*What to work on*: Each line below with the string "linecap" should be copied.

Collected data entries:
##############################

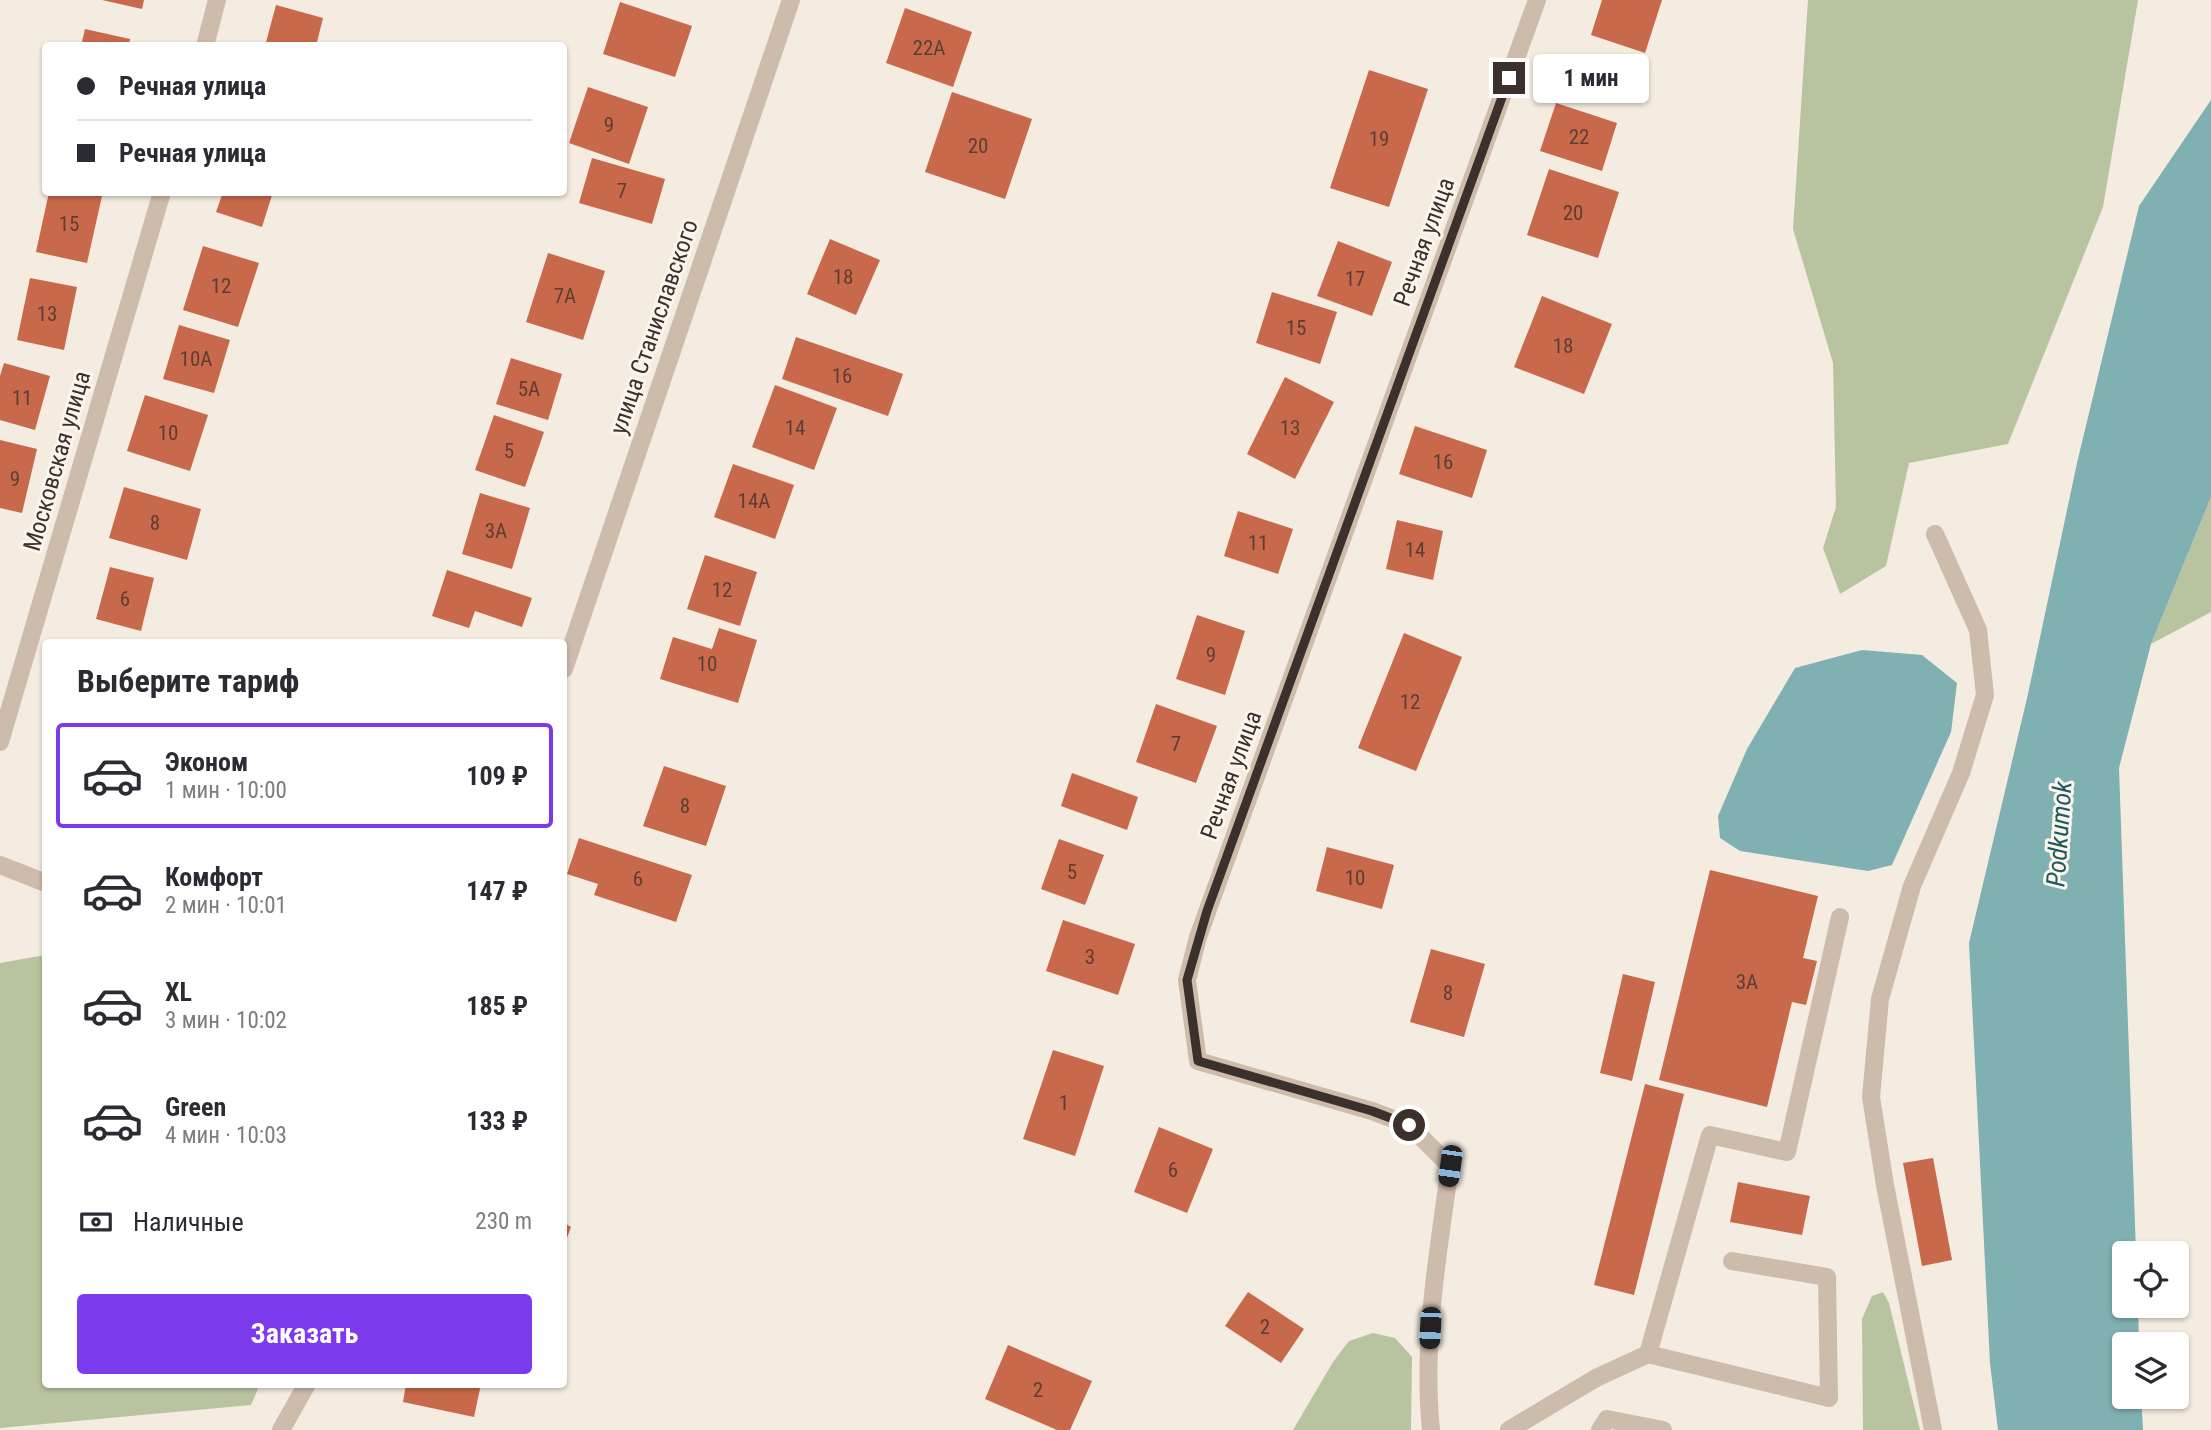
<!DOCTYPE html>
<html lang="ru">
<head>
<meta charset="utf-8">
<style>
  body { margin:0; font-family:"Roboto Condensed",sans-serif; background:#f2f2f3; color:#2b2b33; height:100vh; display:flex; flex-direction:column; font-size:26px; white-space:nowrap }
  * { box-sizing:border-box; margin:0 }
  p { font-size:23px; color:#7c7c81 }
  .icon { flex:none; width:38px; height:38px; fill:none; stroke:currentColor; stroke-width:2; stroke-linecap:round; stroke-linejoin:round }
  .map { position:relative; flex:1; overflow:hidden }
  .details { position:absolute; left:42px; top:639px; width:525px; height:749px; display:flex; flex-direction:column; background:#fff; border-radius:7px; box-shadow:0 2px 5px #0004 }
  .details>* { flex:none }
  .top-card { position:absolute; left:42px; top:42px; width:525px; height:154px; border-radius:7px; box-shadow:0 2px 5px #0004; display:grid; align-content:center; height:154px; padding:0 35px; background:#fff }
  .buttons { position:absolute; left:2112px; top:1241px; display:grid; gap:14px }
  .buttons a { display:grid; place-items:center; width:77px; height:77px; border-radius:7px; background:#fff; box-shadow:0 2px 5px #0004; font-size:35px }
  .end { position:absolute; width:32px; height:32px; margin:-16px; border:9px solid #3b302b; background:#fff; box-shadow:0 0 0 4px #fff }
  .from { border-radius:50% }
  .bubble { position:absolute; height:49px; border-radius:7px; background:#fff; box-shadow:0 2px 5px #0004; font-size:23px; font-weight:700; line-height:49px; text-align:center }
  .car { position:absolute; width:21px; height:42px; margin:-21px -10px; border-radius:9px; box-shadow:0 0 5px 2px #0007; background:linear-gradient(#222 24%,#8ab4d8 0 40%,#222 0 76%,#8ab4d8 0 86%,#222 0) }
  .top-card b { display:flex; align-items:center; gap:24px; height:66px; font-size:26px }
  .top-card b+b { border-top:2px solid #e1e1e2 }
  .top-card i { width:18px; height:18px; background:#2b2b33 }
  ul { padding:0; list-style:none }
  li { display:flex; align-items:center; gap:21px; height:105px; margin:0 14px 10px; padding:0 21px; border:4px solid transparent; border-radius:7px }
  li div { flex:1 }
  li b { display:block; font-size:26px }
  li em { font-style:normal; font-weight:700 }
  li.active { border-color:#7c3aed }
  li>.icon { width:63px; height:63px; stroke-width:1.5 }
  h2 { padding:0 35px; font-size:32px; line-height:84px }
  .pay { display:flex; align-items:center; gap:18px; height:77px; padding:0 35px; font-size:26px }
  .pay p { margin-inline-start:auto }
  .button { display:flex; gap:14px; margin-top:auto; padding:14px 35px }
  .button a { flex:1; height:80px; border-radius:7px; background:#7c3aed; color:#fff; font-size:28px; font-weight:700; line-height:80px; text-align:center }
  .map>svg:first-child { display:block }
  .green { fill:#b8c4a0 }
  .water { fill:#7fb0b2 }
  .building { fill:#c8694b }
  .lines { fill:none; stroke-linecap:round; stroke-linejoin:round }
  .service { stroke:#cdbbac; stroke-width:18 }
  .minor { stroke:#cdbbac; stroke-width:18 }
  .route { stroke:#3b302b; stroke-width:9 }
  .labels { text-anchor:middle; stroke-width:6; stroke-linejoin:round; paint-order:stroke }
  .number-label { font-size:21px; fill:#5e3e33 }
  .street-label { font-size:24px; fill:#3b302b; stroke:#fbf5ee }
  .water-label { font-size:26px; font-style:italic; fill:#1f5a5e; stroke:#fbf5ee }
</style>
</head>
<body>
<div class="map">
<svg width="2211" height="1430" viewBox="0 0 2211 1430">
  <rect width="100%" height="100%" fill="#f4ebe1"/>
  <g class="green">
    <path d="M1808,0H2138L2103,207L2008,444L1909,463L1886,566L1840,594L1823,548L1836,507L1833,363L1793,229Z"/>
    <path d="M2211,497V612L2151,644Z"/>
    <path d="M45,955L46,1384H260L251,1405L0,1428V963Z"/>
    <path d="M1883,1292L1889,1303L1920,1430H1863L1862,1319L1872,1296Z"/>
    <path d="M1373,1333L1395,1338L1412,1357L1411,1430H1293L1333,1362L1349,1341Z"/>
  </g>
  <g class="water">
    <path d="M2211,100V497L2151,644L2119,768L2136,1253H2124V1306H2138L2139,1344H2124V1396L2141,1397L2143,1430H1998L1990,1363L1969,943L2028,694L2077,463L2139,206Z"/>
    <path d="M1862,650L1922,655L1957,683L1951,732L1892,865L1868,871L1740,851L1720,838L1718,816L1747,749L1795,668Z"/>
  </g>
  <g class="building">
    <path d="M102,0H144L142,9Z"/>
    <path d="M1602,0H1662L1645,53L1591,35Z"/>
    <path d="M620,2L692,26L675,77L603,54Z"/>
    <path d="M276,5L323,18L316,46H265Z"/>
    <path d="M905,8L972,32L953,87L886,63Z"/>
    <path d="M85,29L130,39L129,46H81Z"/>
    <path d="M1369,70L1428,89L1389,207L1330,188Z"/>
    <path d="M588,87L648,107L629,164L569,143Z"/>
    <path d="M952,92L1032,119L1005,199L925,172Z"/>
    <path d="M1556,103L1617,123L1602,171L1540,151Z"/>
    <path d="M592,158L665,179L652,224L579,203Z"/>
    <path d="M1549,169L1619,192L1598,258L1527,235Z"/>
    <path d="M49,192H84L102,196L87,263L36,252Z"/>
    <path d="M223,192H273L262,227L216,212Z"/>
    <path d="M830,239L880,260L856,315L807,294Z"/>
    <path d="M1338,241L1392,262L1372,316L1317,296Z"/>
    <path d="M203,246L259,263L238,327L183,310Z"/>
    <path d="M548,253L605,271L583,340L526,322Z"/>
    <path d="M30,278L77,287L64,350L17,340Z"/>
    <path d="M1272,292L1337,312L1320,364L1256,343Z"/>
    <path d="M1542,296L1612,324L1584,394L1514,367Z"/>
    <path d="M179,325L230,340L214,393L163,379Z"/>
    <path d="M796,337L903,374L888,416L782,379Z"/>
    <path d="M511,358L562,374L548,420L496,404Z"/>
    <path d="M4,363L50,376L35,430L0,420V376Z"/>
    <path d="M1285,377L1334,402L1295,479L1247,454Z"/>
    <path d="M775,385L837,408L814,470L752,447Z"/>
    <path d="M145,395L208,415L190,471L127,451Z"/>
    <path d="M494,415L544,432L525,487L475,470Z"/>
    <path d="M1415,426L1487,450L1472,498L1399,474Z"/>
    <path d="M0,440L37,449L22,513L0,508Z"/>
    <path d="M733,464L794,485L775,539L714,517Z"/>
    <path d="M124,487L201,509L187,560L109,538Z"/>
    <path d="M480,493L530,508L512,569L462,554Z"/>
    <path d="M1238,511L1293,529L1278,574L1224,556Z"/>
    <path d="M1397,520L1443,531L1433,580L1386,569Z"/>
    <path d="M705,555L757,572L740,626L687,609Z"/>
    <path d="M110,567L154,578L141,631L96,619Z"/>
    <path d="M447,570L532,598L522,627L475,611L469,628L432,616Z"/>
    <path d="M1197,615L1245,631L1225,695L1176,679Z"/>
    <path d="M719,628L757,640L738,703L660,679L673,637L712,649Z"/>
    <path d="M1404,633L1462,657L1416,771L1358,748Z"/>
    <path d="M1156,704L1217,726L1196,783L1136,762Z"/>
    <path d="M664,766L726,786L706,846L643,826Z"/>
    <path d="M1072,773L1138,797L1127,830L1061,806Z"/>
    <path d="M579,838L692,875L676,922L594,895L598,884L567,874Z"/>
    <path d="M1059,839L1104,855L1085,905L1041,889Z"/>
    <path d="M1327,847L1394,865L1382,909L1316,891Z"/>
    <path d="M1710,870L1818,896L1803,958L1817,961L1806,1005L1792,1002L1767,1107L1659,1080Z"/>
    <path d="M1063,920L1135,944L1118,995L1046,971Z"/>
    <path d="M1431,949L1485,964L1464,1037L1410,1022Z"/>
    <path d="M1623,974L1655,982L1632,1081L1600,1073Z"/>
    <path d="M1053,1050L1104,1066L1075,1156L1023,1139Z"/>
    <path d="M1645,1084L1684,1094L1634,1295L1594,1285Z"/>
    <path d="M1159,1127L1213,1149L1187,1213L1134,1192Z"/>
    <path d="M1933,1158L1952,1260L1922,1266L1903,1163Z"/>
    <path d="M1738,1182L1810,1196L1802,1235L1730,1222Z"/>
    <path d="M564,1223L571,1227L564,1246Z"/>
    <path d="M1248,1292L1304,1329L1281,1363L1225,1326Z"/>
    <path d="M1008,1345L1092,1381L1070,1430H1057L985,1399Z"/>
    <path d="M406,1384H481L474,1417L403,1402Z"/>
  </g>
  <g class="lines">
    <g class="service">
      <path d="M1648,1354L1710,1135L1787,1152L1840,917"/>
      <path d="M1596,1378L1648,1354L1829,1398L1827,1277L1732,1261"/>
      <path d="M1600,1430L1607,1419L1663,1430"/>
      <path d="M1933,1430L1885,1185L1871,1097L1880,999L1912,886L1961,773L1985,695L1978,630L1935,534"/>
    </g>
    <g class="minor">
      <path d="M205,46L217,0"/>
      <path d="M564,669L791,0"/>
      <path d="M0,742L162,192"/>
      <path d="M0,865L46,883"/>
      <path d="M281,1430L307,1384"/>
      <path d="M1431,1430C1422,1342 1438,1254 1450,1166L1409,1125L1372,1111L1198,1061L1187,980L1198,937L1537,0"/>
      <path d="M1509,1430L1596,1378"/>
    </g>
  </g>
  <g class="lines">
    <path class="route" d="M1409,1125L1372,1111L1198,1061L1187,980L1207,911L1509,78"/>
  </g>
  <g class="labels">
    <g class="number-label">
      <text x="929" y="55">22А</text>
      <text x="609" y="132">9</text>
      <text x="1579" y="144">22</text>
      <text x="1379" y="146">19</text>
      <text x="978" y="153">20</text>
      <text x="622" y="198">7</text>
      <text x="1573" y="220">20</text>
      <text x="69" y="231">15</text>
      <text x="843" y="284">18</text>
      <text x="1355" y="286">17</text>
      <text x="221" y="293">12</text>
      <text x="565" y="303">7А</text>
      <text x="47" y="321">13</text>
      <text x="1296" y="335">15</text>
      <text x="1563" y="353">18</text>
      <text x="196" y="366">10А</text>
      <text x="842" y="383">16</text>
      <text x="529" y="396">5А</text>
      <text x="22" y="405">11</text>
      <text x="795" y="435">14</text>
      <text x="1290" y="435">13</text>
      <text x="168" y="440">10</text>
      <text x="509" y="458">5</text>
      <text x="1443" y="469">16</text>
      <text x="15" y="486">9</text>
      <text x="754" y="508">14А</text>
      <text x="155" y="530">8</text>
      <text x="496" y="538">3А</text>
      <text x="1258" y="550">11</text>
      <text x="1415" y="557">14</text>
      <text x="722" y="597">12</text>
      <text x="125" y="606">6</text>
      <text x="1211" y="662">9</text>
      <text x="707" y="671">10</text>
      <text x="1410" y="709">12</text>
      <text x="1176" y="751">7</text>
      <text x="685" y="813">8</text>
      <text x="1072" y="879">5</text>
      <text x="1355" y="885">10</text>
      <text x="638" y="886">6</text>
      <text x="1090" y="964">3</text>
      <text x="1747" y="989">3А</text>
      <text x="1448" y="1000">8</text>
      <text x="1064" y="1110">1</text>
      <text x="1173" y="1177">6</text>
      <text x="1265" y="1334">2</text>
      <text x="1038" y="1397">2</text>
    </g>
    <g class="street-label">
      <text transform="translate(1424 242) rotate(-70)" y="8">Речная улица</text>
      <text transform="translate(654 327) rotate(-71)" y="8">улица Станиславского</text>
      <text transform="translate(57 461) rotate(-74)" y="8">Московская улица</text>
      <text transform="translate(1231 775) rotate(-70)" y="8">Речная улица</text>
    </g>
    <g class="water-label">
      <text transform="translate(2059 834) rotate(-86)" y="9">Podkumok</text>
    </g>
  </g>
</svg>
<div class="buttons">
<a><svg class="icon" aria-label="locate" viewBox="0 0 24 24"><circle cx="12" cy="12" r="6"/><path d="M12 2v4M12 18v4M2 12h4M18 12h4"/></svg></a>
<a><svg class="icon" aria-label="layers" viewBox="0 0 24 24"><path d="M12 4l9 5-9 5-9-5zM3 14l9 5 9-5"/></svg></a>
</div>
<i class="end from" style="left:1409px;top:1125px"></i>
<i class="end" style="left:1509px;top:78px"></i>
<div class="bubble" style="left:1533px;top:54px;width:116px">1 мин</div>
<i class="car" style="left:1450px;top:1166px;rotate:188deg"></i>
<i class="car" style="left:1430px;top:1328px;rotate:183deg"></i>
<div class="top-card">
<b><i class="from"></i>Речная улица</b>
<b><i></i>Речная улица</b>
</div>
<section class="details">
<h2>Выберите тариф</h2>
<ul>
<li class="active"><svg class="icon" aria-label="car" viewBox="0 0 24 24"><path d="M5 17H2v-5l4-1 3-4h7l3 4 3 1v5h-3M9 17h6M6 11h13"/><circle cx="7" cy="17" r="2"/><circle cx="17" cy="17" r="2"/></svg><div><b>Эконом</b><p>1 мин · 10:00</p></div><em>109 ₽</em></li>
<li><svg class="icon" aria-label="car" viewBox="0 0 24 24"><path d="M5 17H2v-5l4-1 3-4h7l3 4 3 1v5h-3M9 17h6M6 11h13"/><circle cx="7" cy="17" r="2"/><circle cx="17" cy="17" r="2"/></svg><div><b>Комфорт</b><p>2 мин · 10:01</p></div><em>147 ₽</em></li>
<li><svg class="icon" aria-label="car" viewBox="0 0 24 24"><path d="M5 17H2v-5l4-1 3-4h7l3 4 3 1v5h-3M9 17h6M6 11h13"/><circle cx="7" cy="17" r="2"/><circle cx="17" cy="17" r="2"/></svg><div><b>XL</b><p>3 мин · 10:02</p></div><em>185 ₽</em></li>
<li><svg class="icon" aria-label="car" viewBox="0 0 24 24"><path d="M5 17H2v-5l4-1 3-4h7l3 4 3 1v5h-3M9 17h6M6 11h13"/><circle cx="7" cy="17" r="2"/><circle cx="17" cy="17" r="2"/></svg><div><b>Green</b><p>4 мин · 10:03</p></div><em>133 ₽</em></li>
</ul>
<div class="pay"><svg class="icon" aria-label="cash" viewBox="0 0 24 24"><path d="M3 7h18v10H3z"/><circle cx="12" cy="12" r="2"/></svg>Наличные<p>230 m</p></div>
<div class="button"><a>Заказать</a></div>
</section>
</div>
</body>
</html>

##############################

*Finished exercise*:
  .icon { flex:none; width:38px; height:38px; fill:none; stroke:currentColor; stroke-width:2; stroke-linecap:round; stroke-linejoin:round }
  .lines { fill:none; stroke-linecap:round; stroke-linejoin:round }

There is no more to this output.